*** Opening Entries supplied ***
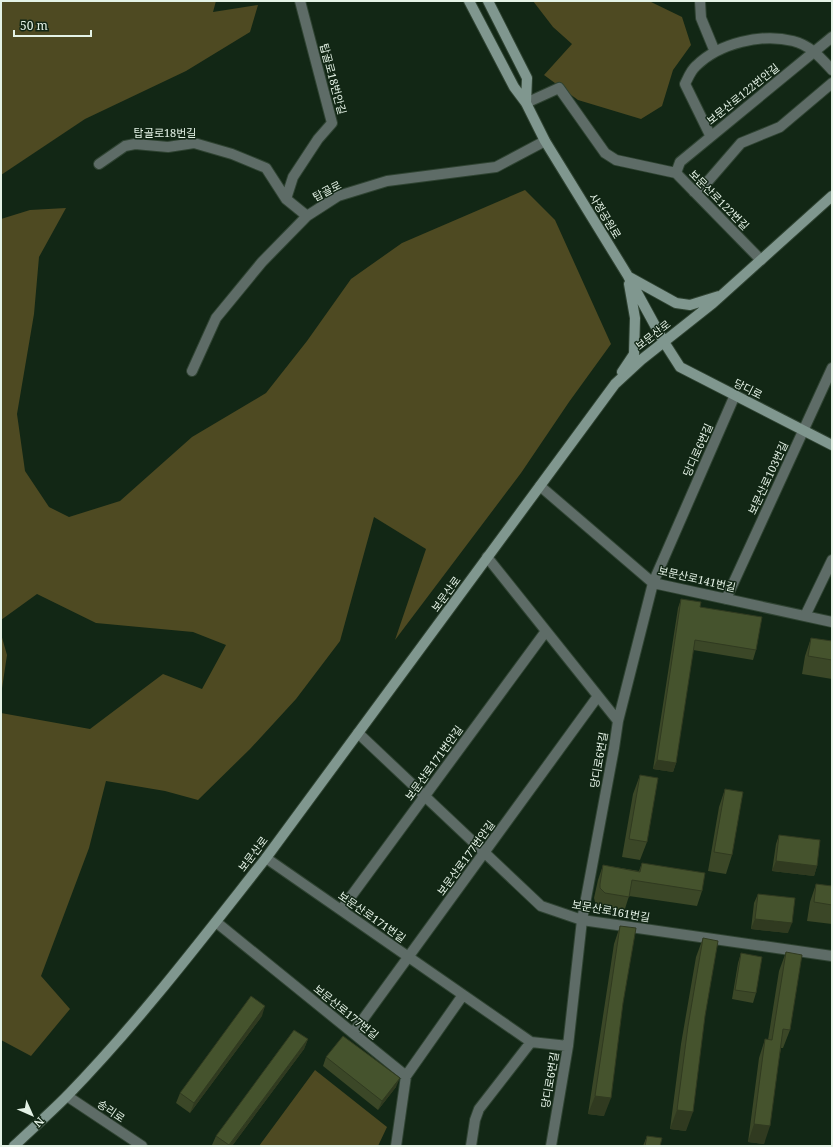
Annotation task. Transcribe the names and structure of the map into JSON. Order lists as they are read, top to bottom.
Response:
{
  "streets": {
    "main road": ["사정공원로", "보문산로", "당디로"],
    "street": [
      "탑골로18번안길",
      "보문산로122번안길",
      "탑골로18번길",
      "탑골로",
      "보문산로122번길",
      "당디로6번길",
      "보문산로103번길",
      "보문산로141번길",
      "보문산로171번안길",
      "보문산로177번안길",
      "보문산로161번길",
      "보문산로171번길",
      "보문산로177번길",
      "송리로"
    ]
  },
  "crossings": [
    ["탑골로18번안길", "탑골로18번길"],
    ["보문산로122번안길", "보문산로122번길"],
    ["탑골로18번길", "탑골로"],
    ["탑골로", "사정공원로"],
    ["보문산로122번길", "사정공원로"],
    ["보문산로122번길", "보문산로"],
    ["사정공원로", "보문산로"],
    ["사정공원로", "당디로"],
    ["보문산로", "당디로"],
    ["보문산로", "보문산로141번길"],
    ["보문산로", "보문산로161번길"],
    ["보문산로", "보문산로171번길"],
    ["보문산로", "보문산로177번길"],
    ["보문산로", "송리로"],
    ["당디로", "당디로6번길"],
    ["당디로", "보문산로103번길"],
    ["당디로6번길", "보문산로141번길"],
    ["당디로6번길", "보문산로161번길"],
    ["당디로6번길", "보문산로171번길"],
    ["보문산로103번길", "보문산로141번길"],
    ["보문산로171번안길", "보문산로161번길"],
    ["보문산로171번안길", "보문산로171번길"],
    ["보문산로177번안길", "보문산로161번길"],
    ["보문산로177번안길", "보문산로171번길"],
    ["보문산로177번안길", "보문산로177번길"]
  ],
  "scale_bar": "50 m",
  "north": "bottom right"
}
*** Closing Entries supplied ***
### Exercise objective
Excluding pictures, print all lines above exactly.

### Result of the task
Annotation task. Transcribe the names and structure of the map into JSON. Order lists as they are read, top to bottom.
Response:
{
  "streets": {
    "main road": ["사정공원로", "보문산로", "당디로"],
    "street": [
      "탑골로18번안길",
      "보문산로122번안길",
      "탑골로18번길",
      "탑골로",
      "보문산로122번길",
      "당디로6번길",
      "보문산로103번길",
      "보문산로141번길",
      "보문산로171번안길",
      "보문산로177번안길",
      "보문산로161번길",
      "보문산로171번길",
      "보문산로177번길",
      "송리로"
    ]
  },
  "crossings": [
    ["탑골로18번안길", "탑골로18번길"],
    ["보문산로122번안길", "보문산로122번길"],
    ["탑골로18번길", "탑골로"],
    ["탑골로", "사정공원로"],
    ["보문산로122번길", "사정공원로"],
    ["보문산로122번길", "보문산로"],
    ["사정공원로", "보문산로"],
    ["사정공원로", "당디로"],
    ["보문산로", "당디로"],
    ["보문산로", "보문산로141번길"],
    ["보문산로", "보문산로161번길"],
    ["보문산로", "보문산로171번길"],
    ["보문산로", "보문산로177번길"],
    ["보문산로", "송리로"],
    ["당디로", "당디로6번길"],
    ["당디로", "보문산로103번길"],
    ["당디로6번길", "보문산로141번길"],
    ["당디로6번길", "보문산로161번길"],
    ["당디로6번길", "보문산로171번길"],
    ["보문산로103번길", "보문산로141번길"],
    ["보문산로171번안길", "보문산로161번길"],
    ["보문산로171번안길", "보문산로171번길"],
    ["보문산로177번안길", "보문산로161번길"],
    ["보문산로177번안길", "보문산로171번길"],
    ["보문산로177번안길", "보문산로177번길"]
  ],
  "scale_bar": "50 m",
  "north": "bottom right"
}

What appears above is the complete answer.